It’s the morning after the big night. Soon all melodrama of the past 14 months will be forgotten, particularly the last 6 weeks (for which the current narrative is that Nancy Pelosi brought health care reform back from the ashes with an assist from Angela Braly and Anthem Blue Cross). In the end the current bill is probably better than the version that would have come from a 60 vote Senate win after conference as the abuses of the Cornhusker kickback and more would still be there. Given that the sticking points at the end were more about the irrelevancy of abortion than anything else, the more mainstream Democrats might be wondering whether this wasn’t a better way to do things in the first place, and therefore whether they couldn’t have got a public option through if the 51 vote reconciliation process was adopted earlier in the bill’s life.

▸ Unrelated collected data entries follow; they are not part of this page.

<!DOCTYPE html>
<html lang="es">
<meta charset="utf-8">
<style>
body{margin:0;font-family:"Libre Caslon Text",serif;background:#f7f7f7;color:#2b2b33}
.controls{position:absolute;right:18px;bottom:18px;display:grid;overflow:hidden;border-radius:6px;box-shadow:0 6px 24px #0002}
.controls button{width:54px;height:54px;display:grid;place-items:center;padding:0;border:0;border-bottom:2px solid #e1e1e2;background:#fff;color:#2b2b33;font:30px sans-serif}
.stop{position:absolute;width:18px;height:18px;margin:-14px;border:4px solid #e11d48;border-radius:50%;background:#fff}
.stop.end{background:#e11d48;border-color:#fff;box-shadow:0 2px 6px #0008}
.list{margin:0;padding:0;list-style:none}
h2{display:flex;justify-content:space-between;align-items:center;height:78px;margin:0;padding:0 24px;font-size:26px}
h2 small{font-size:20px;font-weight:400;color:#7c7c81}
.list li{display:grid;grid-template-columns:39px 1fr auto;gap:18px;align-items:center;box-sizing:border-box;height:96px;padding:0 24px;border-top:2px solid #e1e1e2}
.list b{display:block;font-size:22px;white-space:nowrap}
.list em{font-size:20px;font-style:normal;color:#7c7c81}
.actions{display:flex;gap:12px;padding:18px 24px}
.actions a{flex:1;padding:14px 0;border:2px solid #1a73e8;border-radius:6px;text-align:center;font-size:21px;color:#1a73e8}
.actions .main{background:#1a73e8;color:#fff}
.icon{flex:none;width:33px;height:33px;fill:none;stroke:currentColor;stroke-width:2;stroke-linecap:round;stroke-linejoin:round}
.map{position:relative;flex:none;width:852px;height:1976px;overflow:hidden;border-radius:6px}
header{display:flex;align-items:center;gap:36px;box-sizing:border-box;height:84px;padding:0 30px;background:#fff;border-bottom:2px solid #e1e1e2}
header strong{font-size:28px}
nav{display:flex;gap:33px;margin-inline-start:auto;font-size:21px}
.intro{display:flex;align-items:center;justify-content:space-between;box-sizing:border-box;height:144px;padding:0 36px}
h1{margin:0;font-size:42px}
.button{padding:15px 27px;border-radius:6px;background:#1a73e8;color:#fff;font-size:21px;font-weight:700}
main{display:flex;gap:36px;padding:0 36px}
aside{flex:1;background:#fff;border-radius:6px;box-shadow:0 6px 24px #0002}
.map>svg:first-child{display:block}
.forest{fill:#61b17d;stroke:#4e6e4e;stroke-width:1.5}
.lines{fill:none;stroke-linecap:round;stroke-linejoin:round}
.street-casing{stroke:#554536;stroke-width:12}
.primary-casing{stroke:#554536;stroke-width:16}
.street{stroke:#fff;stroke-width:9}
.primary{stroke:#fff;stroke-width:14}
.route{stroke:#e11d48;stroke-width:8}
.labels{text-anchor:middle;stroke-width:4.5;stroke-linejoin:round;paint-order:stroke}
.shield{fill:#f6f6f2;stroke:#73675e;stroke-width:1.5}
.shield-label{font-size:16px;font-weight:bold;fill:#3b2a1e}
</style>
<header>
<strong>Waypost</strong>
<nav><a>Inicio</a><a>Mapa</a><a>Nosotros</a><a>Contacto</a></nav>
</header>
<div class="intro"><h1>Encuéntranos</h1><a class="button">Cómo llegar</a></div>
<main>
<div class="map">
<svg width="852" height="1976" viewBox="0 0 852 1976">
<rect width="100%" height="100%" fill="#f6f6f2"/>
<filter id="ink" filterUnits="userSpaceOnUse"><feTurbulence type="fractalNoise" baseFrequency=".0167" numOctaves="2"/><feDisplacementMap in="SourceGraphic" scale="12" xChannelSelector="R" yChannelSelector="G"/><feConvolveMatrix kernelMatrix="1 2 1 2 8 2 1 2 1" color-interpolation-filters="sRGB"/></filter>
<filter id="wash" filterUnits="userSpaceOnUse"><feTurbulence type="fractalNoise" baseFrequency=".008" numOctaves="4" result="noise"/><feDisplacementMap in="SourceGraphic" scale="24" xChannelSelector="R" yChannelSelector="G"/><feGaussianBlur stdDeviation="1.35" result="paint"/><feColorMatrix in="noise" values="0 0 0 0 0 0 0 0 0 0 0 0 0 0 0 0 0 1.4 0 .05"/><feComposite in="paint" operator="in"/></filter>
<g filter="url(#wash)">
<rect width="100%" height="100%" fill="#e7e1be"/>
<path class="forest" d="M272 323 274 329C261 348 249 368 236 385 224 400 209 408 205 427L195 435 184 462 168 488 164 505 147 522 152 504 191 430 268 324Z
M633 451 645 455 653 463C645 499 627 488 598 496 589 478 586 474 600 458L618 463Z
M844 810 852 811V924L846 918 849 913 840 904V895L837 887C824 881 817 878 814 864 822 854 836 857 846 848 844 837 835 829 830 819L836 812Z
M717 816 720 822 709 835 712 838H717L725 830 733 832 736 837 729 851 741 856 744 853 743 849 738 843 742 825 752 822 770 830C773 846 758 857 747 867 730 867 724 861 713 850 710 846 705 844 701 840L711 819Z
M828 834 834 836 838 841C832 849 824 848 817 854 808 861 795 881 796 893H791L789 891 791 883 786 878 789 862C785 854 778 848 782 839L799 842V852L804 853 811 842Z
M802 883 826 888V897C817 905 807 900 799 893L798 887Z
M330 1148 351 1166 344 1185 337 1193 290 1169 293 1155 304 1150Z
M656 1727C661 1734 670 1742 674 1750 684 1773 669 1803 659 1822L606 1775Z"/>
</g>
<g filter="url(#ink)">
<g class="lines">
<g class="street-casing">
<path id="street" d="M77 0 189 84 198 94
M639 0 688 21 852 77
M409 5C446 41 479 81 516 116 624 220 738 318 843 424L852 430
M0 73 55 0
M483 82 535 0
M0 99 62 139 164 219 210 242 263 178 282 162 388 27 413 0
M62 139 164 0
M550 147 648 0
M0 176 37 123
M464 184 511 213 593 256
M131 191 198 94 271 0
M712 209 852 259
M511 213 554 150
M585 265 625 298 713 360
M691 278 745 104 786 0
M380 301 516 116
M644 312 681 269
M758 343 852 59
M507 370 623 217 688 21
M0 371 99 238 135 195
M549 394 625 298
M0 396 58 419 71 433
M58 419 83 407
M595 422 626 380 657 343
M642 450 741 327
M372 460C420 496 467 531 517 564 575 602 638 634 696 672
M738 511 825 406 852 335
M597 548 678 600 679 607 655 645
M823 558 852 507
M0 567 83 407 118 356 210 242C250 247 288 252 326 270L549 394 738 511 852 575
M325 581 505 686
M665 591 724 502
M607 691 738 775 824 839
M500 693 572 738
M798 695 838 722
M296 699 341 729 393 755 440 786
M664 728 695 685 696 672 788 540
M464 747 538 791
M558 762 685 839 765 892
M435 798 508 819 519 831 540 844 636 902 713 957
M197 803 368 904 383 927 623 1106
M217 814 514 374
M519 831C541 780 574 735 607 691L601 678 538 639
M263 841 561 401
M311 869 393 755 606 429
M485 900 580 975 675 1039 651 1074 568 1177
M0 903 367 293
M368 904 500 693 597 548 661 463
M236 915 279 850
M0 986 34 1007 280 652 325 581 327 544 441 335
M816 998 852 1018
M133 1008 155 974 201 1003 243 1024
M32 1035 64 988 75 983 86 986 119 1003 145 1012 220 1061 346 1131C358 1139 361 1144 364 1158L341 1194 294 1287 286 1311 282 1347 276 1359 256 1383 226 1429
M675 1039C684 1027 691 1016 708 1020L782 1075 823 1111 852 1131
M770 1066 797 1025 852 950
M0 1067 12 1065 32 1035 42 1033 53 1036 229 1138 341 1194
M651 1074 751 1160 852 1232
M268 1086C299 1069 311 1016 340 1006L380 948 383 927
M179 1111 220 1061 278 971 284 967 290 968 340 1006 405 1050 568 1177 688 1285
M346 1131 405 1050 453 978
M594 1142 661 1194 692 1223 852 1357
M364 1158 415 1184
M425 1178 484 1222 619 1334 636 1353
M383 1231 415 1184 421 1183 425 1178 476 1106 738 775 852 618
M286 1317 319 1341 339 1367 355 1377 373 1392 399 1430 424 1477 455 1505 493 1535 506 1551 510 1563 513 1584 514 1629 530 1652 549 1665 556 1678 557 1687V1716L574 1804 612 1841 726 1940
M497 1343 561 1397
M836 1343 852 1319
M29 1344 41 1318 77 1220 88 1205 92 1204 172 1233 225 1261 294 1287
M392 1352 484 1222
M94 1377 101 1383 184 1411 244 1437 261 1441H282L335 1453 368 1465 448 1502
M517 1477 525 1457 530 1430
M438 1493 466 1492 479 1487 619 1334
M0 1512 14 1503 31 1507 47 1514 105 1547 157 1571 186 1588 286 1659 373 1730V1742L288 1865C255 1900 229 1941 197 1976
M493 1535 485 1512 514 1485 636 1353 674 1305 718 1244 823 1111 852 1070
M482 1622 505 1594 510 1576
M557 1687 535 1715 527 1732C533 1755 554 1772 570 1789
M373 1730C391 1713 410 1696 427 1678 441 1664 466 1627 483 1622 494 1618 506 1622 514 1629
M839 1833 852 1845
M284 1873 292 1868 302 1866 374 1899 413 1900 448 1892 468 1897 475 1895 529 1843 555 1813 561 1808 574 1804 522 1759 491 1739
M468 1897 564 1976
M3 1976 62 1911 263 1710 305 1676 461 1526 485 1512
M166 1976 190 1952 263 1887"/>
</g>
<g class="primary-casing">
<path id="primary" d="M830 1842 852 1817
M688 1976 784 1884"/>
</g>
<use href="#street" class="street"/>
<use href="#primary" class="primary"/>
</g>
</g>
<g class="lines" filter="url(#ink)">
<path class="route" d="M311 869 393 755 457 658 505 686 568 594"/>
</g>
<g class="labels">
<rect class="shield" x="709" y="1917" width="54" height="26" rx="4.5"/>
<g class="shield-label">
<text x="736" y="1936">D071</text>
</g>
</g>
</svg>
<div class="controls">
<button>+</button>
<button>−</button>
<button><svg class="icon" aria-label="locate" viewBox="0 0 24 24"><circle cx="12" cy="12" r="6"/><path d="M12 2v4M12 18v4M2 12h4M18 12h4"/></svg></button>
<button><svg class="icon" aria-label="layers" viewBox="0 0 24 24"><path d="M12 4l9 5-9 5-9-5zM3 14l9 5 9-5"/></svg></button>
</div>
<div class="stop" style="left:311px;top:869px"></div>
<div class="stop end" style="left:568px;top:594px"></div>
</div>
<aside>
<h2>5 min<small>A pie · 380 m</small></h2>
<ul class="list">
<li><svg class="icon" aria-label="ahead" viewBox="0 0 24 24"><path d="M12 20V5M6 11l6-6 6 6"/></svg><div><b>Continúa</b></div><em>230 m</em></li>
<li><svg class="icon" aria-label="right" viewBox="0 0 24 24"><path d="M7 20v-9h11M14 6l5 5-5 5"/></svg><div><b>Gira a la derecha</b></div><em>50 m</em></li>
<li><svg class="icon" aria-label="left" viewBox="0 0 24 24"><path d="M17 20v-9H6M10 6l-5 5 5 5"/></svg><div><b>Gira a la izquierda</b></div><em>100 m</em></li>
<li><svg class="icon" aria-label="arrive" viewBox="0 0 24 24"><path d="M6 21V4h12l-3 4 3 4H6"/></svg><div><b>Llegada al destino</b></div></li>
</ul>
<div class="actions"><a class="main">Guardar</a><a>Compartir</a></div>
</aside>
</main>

But no matter, we’s got what we’s got. For now. And whatever happens I can’t see any way that this gets overturned—especially when people figure out what’s in the bill. More likely the subsidies get sweetened, and the holes in the coverage get filled.
So it’s almost time to turn our attention away from payment reform, to delivery reform. Now every time in the past that we’ve had reform or something approaching it, those organizations who have shaped themselves to operate in an environment that rewards cost-effective innovation have ended up losing their financial shirts. You can go back to Friendly Hills in the 1990s, or look at Intermountain and Virginia Mason more recently. (Which is why I’ve been ranting at Michael Porter & Elizabeth Teisberg for years)
Now as Maggie Mahar has trumpeted, there appear to be some serious provisions for pilots in Medicare payment and eventually changes to overall Medicare reimbursement. Ideas like accountable care organizations and more should start to become reality. But of course, these concepts will need considerable change on the provider side before they become reality.
So the big question for the health care system going forward is, if providers start making the changes that will promote more cost-effective care, will they be rewarded or will they be hung out to dry?